How to apply custom functions with multiple parameters in Polars?

Question

Now I have a dataframe:

df = pd.DataFrame({
    "a":[1,2,3,4,5],
    "b":[2,3,4,5,6],
    "c":[3,4,5,6,7]
})

The function:

def fun(a,b,shift_len): 
     return a+b*shift_len,b-shift_len

Using Pandas, I can get the result by:

df[["d","e"]] = df.apply(lambda row:fun(row["a"],row["b"],3),axis=1,result_type="expand")

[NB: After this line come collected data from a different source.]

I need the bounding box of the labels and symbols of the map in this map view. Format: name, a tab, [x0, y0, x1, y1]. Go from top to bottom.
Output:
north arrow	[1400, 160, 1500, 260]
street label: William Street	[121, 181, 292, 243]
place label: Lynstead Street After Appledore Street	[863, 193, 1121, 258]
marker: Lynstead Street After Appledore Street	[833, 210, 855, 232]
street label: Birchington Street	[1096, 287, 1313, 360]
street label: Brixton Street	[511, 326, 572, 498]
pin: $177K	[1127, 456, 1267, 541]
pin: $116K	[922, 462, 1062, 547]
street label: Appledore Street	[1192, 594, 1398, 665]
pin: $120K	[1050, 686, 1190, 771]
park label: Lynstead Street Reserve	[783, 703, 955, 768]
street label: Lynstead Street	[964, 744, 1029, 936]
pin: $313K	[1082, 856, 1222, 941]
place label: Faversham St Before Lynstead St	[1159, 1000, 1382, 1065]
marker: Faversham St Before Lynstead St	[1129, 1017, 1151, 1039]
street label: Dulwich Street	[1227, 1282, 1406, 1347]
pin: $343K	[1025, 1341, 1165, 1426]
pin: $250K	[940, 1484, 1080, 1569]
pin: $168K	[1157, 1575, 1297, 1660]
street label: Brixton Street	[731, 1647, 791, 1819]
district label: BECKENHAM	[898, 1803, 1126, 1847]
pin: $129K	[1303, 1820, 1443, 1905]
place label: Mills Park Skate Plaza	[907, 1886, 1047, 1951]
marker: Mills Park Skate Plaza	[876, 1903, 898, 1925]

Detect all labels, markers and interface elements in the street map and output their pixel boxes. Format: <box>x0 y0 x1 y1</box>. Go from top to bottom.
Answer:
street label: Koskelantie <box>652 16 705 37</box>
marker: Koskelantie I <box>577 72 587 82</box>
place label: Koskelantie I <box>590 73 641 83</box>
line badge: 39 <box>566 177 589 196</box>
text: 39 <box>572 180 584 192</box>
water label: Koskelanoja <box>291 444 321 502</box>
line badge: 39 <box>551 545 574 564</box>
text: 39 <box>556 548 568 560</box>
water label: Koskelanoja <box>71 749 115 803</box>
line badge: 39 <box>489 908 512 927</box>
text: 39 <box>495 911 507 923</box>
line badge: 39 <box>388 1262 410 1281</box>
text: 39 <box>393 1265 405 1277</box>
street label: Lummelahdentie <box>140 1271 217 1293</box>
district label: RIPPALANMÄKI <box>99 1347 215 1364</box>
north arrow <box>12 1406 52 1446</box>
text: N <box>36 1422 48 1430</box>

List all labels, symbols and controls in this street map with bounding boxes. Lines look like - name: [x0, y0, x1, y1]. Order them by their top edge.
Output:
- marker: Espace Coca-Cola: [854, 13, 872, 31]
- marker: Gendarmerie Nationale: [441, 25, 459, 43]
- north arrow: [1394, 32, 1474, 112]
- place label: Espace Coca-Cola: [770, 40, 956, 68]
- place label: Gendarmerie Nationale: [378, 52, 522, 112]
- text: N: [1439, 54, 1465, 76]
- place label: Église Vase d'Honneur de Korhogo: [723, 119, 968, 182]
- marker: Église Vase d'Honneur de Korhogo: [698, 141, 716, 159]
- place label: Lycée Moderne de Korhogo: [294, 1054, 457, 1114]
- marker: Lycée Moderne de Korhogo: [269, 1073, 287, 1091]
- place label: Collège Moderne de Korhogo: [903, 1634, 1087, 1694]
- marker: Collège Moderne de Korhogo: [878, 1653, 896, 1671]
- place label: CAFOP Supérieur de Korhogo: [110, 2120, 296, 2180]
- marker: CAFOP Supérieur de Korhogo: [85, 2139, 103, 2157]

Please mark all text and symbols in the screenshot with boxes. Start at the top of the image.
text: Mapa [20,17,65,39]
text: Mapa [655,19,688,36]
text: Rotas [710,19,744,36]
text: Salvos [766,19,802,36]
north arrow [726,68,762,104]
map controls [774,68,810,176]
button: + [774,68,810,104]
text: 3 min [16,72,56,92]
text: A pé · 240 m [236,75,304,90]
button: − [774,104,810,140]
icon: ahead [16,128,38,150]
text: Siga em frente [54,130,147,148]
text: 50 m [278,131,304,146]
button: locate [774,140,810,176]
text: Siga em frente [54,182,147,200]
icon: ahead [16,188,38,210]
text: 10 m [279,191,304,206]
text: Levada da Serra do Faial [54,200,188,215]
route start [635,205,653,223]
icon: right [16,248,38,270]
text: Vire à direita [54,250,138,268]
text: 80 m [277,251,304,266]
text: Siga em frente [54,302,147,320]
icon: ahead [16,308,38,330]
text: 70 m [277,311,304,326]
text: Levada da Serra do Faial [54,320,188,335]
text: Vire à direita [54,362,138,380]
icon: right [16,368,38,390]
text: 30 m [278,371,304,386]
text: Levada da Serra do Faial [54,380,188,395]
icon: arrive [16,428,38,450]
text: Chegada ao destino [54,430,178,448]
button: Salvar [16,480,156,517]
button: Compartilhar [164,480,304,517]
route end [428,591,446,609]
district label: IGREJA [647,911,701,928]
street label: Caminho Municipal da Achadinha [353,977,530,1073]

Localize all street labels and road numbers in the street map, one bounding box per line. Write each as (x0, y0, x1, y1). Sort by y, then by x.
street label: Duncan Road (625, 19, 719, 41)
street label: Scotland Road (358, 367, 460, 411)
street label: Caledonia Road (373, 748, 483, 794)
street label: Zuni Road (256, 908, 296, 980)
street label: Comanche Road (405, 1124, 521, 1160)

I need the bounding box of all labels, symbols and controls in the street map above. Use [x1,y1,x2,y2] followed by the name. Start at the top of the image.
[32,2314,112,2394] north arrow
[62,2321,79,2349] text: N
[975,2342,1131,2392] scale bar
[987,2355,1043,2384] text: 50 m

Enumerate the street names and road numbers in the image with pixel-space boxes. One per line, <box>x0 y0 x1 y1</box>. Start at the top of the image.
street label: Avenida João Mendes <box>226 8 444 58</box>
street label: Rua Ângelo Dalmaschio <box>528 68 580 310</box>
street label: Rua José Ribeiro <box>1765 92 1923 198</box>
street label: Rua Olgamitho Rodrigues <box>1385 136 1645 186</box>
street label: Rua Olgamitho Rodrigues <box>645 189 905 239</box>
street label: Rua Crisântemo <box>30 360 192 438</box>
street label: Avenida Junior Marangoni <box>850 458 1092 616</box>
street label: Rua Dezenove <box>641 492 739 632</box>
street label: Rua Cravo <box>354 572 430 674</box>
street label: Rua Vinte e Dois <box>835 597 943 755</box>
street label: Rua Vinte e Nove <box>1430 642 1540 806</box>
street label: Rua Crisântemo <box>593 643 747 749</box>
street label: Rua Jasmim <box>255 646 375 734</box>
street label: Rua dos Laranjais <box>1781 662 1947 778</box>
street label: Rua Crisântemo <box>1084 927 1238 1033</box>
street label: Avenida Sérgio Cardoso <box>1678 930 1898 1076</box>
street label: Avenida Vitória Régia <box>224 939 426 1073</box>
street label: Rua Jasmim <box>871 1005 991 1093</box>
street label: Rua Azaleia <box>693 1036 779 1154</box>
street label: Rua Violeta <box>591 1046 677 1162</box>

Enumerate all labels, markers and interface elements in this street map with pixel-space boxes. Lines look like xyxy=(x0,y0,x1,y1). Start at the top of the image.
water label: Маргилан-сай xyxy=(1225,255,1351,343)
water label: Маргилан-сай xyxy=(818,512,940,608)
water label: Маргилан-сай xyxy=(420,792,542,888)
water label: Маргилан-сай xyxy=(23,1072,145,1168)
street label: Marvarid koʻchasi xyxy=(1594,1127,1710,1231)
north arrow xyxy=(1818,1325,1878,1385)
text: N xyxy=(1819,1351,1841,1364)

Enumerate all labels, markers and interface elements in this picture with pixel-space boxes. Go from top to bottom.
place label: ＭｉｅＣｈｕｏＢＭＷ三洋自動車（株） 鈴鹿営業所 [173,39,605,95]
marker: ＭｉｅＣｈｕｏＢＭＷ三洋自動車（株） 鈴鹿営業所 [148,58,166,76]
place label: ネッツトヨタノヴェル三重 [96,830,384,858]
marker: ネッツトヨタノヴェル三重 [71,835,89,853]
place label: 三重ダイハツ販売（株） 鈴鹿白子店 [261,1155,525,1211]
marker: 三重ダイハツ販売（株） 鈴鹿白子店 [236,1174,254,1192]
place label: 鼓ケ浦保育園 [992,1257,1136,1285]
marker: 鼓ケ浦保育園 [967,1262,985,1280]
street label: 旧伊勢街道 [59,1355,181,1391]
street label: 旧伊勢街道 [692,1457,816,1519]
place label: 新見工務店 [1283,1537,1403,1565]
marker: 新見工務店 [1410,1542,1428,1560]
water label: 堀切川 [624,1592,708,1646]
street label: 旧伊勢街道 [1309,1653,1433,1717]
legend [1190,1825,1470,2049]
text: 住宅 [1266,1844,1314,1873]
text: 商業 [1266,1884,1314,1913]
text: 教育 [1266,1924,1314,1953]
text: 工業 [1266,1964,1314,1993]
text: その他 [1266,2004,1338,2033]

I want to know how can I use polars to get the same result?

Welcome to Stack Overflow! Please take the tour and read up on How to Ask. Note that this is not your favourite Python forum, but rather a question and answer site for all programming related problems. Thus, please edit your question to include the python tag, so that Python users can find your question more easily. — Adriaan
– Adriaan, Commented Jul 15, 2022 at 8:45

jqurious · Accepted Answer · 2024-07-17 20:28:31Z

The answer depends on whether you can rewrite your function using Polars expressions.

Using Polars Expressions

To obtain the best performance with Polars, try to code your calculations using Expressions. Expressions yield the most performant, embarrassingly parallel solutions.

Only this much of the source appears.